##### MATERIAL SHOWN #####

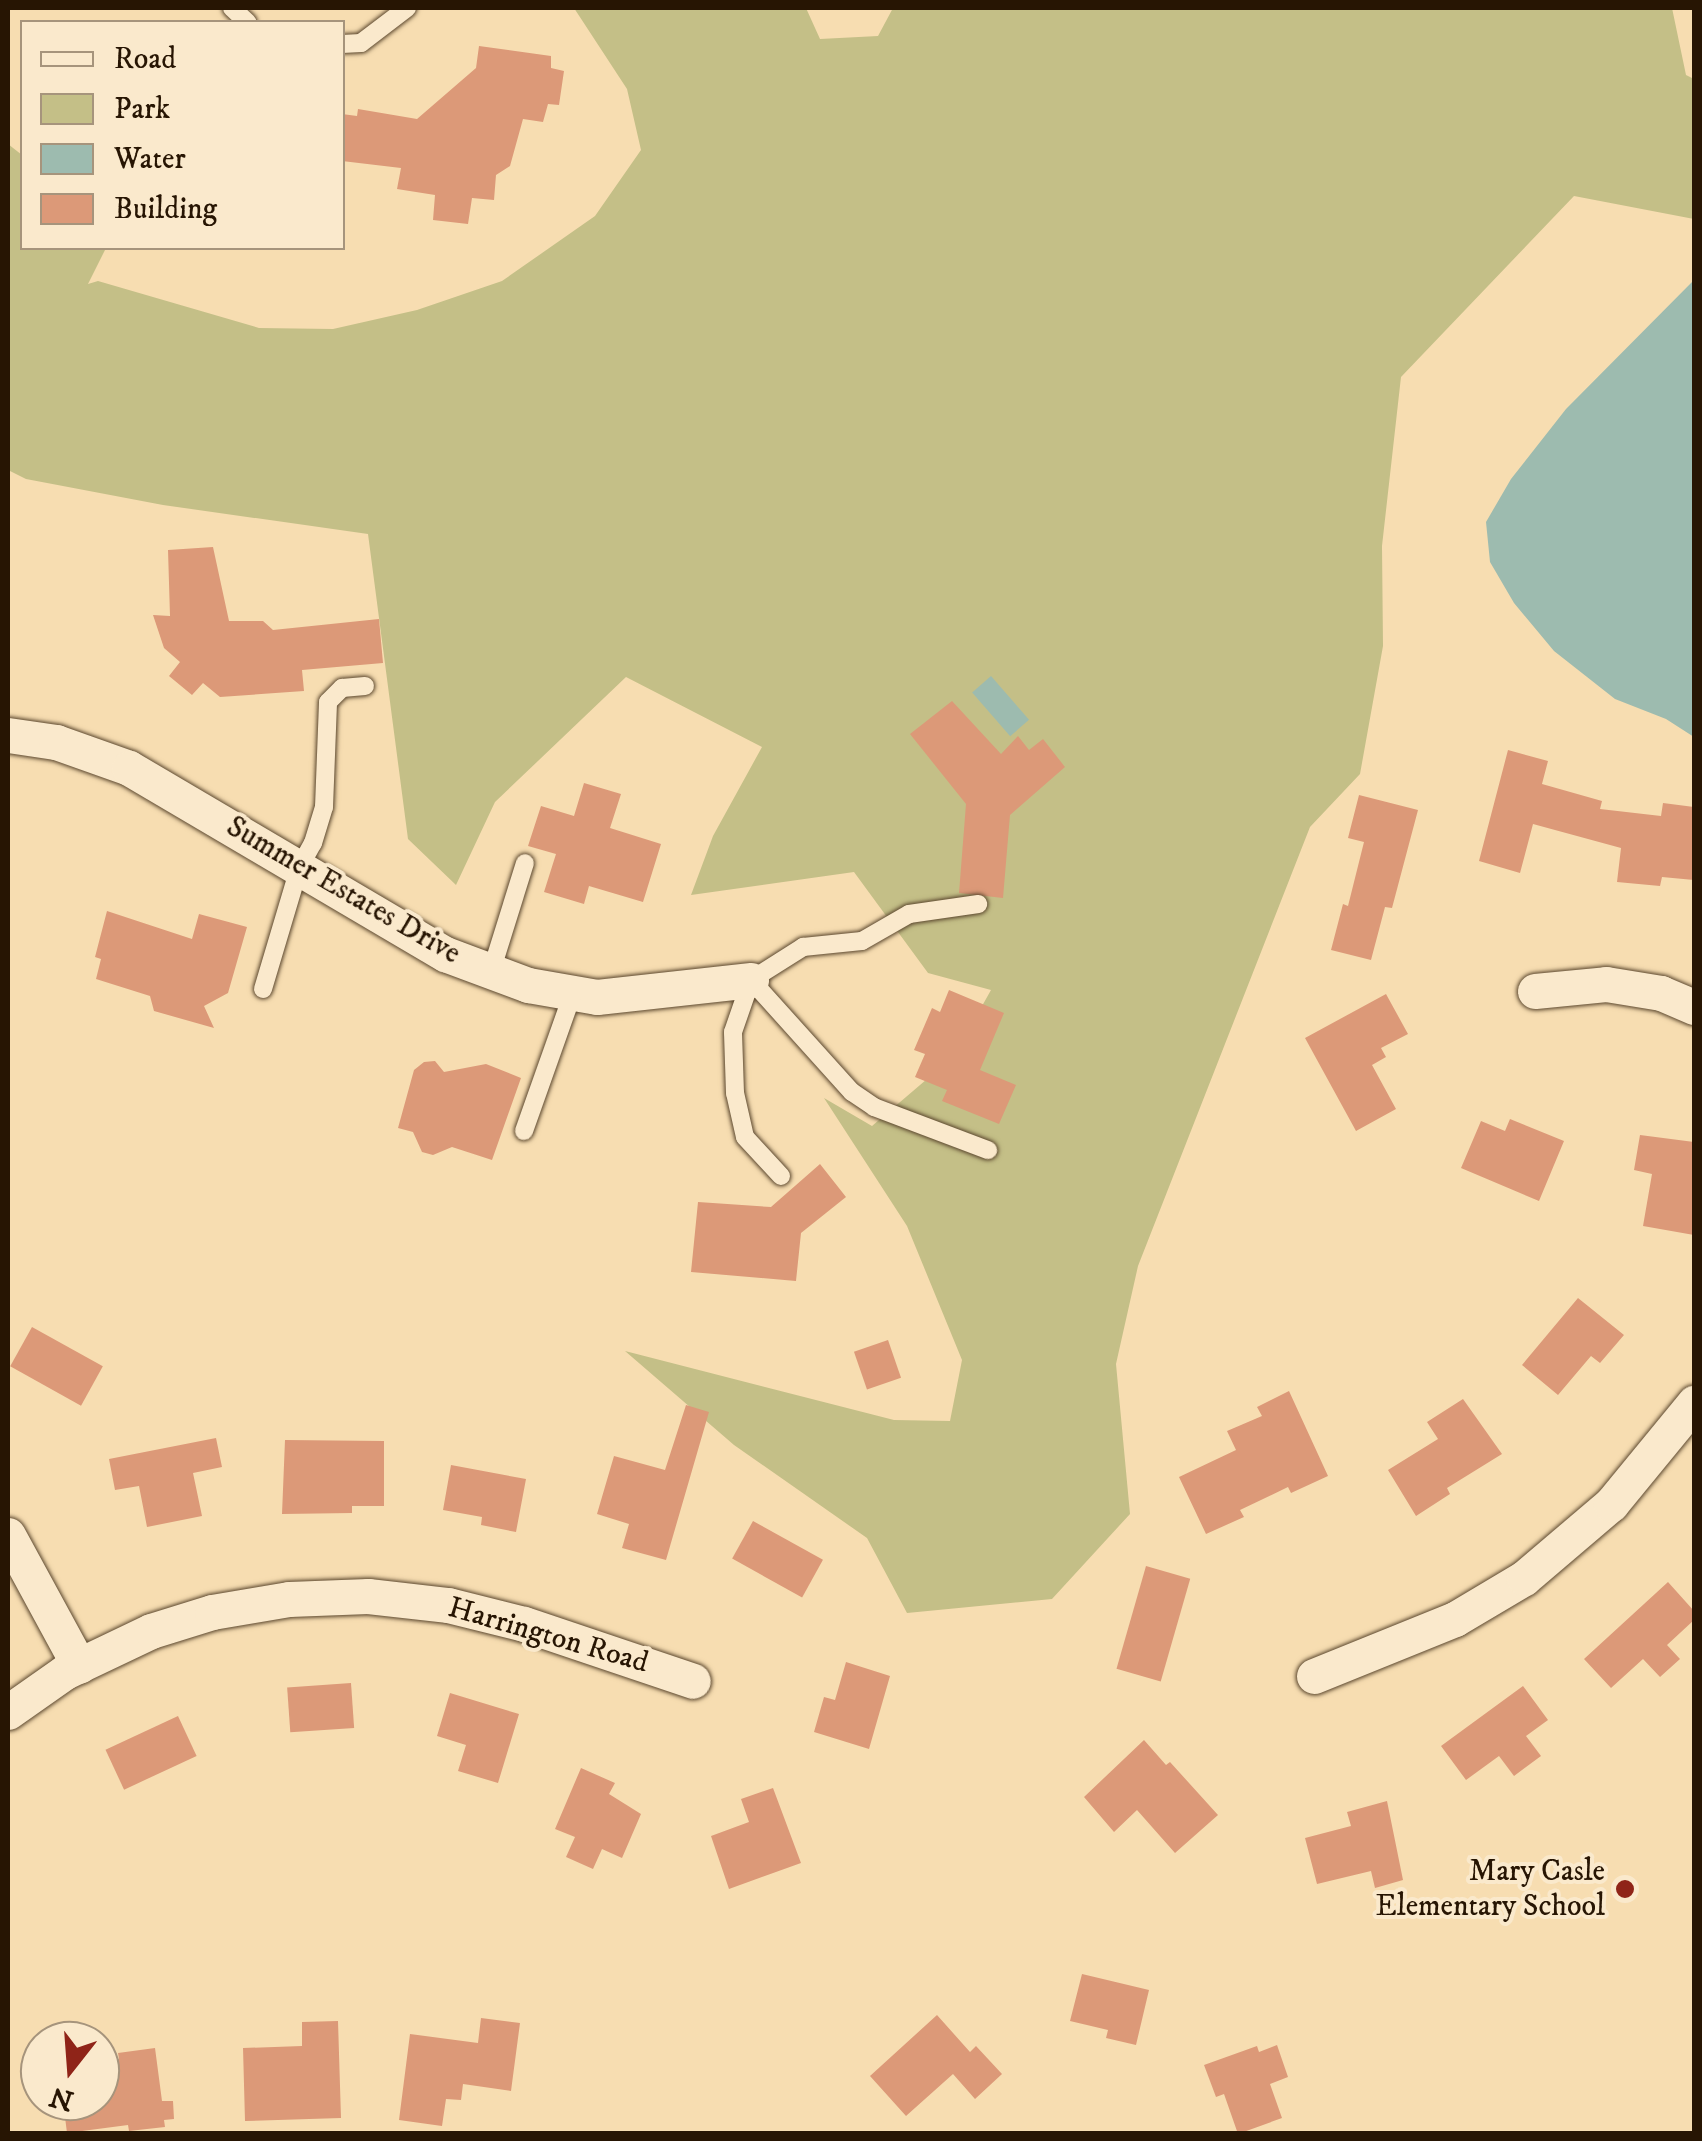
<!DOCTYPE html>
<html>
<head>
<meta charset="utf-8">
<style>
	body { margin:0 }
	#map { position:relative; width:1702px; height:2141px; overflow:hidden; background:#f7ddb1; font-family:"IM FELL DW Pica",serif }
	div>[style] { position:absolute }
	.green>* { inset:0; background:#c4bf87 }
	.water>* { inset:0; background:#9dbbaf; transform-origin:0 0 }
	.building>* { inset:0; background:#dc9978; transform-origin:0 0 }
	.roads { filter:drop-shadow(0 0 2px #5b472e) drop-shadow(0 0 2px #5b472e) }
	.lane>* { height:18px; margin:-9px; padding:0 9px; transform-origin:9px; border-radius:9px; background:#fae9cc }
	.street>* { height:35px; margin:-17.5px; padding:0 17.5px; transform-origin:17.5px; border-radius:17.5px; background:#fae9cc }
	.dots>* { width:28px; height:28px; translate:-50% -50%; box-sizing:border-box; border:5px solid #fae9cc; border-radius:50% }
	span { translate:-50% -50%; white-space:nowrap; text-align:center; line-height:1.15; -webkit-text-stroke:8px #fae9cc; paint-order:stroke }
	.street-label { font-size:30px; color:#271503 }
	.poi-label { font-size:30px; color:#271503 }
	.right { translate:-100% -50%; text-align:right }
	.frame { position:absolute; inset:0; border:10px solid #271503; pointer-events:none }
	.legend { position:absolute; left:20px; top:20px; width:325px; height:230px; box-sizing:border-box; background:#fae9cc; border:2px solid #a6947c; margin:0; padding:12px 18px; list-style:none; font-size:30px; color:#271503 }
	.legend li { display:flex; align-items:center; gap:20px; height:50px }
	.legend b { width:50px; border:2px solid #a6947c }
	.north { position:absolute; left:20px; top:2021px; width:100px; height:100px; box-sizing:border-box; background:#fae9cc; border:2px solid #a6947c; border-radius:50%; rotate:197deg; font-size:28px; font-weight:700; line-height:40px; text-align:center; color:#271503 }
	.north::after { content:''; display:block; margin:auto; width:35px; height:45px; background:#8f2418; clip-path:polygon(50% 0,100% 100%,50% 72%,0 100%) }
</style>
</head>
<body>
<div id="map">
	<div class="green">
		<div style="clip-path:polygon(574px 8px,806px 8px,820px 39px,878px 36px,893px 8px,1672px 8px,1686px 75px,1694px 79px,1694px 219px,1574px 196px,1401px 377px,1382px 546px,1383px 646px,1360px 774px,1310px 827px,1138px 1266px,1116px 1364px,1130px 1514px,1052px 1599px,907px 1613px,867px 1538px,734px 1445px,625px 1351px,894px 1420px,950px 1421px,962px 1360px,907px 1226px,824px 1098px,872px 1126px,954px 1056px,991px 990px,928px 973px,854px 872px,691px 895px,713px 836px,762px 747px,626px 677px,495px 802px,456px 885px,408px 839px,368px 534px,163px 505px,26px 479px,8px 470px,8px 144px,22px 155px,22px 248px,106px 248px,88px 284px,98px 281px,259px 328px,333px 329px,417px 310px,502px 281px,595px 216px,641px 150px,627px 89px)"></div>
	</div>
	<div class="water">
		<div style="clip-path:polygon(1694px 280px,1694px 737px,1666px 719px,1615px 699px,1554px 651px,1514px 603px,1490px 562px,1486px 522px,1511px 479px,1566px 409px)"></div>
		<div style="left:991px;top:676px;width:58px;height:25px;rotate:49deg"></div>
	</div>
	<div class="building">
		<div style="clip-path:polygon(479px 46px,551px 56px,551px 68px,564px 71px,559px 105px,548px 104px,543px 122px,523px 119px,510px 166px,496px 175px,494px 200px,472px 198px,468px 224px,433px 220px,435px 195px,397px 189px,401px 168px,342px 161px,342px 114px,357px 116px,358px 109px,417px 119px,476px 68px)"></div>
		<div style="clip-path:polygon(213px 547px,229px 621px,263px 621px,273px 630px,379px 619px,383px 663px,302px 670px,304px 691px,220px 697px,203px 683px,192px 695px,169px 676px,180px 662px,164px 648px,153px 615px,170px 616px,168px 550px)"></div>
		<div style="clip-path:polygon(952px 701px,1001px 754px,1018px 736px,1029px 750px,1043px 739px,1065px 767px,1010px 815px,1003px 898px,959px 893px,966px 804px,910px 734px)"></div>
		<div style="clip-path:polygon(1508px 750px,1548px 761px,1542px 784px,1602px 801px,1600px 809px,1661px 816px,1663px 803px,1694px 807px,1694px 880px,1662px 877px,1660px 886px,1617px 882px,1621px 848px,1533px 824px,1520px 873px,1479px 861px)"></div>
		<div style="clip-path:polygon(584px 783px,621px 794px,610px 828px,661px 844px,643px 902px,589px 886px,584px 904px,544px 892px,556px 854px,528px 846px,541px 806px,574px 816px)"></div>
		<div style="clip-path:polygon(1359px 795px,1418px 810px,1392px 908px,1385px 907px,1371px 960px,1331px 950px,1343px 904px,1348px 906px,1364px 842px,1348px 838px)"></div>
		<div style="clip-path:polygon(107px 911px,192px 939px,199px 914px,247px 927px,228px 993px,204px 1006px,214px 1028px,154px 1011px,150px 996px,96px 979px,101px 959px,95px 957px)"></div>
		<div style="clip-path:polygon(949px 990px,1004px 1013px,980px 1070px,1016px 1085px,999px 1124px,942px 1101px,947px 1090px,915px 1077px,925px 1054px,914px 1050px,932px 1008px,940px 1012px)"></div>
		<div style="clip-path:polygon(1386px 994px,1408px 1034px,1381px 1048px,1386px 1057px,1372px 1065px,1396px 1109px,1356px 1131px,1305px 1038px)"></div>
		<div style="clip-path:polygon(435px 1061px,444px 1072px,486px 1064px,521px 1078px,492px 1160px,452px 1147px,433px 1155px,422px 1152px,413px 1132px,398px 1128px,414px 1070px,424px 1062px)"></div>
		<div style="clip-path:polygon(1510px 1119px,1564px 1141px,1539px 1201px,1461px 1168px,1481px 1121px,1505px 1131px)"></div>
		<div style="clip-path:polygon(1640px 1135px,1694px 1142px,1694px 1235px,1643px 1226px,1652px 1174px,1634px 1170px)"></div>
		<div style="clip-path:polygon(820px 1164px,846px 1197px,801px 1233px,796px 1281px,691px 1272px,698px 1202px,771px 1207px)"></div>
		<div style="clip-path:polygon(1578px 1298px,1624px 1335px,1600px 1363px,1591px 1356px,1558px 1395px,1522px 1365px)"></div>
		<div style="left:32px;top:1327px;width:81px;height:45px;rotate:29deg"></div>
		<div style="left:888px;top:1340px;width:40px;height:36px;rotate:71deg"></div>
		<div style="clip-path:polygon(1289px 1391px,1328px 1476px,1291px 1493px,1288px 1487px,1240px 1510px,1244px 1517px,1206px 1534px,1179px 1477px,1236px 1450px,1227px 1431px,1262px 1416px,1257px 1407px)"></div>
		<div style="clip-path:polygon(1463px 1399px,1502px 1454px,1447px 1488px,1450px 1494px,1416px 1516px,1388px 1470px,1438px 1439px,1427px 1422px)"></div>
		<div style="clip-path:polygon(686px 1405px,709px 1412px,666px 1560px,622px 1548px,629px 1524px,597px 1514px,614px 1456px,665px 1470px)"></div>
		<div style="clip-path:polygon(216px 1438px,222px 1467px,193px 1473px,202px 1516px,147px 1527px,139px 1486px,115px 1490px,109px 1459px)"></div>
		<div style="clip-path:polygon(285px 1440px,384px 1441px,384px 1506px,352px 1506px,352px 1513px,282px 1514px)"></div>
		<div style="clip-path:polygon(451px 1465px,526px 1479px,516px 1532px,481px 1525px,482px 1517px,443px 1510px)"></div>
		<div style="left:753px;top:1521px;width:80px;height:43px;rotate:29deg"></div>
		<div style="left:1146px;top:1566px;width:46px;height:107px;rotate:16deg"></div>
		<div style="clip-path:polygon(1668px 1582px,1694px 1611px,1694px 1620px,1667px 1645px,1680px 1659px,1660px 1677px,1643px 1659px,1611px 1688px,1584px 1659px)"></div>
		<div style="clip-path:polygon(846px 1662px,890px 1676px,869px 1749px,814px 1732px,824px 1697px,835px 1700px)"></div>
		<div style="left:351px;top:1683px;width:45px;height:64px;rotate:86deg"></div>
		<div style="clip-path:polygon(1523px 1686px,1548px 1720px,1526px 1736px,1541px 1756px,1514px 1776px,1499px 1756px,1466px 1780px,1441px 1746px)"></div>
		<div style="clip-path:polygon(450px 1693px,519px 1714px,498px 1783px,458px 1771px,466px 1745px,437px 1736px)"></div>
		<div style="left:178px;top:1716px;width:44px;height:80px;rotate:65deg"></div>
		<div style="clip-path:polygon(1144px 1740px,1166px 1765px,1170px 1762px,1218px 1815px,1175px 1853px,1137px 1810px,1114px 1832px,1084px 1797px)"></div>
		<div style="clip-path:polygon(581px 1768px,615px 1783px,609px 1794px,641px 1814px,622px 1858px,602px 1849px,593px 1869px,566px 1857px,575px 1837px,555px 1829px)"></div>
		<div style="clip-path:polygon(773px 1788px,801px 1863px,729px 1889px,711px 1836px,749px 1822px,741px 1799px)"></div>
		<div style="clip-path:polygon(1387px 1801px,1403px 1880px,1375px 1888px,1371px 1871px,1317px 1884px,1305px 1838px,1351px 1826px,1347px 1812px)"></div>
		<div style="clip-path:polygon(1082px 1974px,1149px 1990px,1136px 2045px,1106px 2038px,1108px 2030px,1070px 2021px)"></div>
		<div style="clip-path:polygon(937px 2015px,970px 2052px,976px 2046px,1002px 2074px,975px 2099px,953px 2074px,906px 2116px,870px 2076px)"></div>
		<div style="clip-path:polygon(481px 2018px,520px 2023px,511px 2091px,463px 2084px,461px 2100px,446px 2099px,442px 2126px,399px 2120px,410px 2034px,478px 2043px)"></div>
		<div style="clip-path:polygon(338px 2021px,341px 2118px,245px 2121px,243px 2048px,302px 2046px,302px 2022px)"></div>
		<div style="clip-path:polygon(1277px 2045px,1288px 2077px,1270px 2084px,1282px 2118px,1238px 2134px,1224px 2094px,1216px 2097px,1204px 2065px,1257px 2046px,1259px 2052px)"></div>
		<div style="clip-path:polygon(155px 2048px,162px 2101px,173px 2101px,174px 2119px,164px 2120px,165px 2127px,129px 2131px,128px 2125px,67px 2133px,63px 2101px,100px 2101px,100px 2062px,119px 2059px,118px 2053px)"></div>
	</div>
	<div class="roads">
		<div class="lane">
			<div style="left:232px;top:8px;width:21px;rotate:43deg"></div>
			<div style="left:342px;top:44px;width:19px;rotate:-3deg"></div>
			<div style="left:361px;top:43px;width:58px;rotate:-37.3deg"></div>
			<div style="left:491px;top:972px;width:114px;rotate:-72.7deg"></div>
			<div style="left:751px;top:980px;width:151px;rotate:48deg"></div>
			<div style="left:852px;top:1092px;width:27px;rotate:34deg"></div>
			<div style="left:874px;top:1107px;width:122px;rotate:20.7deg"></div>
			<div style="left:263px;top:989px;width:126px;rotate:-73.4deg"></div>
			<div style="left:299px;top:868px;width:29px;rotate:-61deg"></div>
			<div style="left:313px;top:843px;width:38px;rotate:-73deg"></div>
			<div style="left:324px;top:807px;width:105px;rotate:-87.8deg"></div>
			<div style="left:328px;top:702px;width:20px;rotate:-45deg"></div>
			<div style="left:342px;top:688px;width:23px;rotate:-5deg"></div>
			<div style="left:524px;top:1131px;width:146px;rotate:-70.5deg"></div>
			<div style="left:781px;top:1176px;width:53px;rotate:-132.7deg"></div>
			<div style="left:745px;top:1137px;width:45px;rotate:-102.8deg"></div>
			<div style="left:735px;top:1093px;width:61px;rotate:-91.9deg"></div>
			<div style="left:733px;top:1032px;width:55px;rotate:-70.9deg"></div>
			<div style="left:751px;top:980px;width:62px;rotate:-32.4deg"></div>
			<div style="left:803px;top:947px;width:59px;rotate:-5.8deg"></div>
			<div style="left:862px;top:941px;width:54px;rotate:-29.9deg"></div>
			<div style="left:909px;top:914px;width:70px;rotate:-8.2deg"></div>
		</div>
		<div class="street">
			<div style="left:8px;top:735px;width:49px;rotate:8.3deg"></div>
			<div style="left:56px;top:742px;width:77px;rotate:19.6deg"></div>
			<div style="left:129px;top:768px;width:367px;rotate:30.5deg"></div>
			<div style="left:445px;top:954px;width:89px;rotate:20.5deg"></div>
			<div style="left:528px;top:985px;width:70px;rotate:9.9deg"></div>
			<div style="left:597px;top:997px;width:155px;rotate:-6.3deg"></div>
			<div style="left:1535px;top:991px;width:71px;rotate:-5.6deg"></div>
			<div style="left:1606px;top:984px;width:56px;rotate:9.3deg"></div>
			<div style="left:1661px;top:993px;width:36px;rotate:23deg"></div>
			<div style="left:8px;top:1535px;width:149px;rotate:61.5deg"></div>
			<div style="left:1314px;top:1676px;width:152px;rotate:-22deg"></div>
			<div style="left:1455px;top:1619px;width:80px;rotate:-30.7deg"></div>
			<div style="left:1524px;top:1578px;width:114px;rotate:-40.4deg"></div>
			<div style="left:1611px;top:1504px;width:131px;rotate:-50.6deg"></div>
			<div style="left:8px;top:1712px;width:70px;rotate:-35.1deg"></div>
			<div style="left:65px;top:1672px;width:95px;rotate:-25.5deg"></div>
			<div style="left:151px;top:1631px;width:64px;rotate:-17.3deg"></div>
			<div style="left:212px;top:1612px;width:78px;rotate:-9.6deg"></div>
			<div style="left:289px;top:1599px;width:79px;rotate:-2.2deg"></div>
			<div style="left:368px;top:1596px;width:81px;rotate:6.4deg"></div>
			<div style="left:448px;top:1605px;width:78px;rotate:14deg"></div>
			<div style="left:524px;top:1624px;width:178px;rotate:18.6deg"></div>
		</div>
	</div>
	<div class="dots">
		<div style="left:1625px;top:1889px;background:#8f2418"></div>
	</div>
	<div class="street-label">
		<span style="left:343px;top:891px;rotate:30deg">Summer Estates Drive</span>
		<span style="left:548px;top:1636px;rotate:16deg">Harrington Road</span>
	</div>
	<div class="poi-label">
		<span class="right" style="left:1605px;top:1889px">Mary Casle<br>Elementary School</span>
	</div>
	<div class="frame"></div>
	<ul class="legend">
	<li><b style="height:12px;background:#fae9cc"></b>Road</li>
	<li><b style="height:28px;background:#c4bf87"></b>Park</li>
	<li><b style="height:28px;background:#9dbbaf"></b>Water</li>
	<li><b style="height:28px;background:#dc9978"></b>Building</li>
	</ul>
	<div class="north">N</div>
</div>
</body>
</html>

#####

ASSIGNMENT:
Which lines above run from the one containing "inset:0; background:#9dbbaf; transform-origin:0" down to the one containing "filter:drop-shadow(0 0 2px"? Repeat exactly those, both ends included, and nothing else.

REPLY TO THE TASK:
	.water>* { inset:0; background:#9dbbaf; transform-origin:0 0 }
	.building>* { inset:0; background:#dc9978; transform-origin:0 0 }
	.roads { filter:drop-shadow(0 0 2px #5b472e) drop-shadow(0 0 2px #5b472e) }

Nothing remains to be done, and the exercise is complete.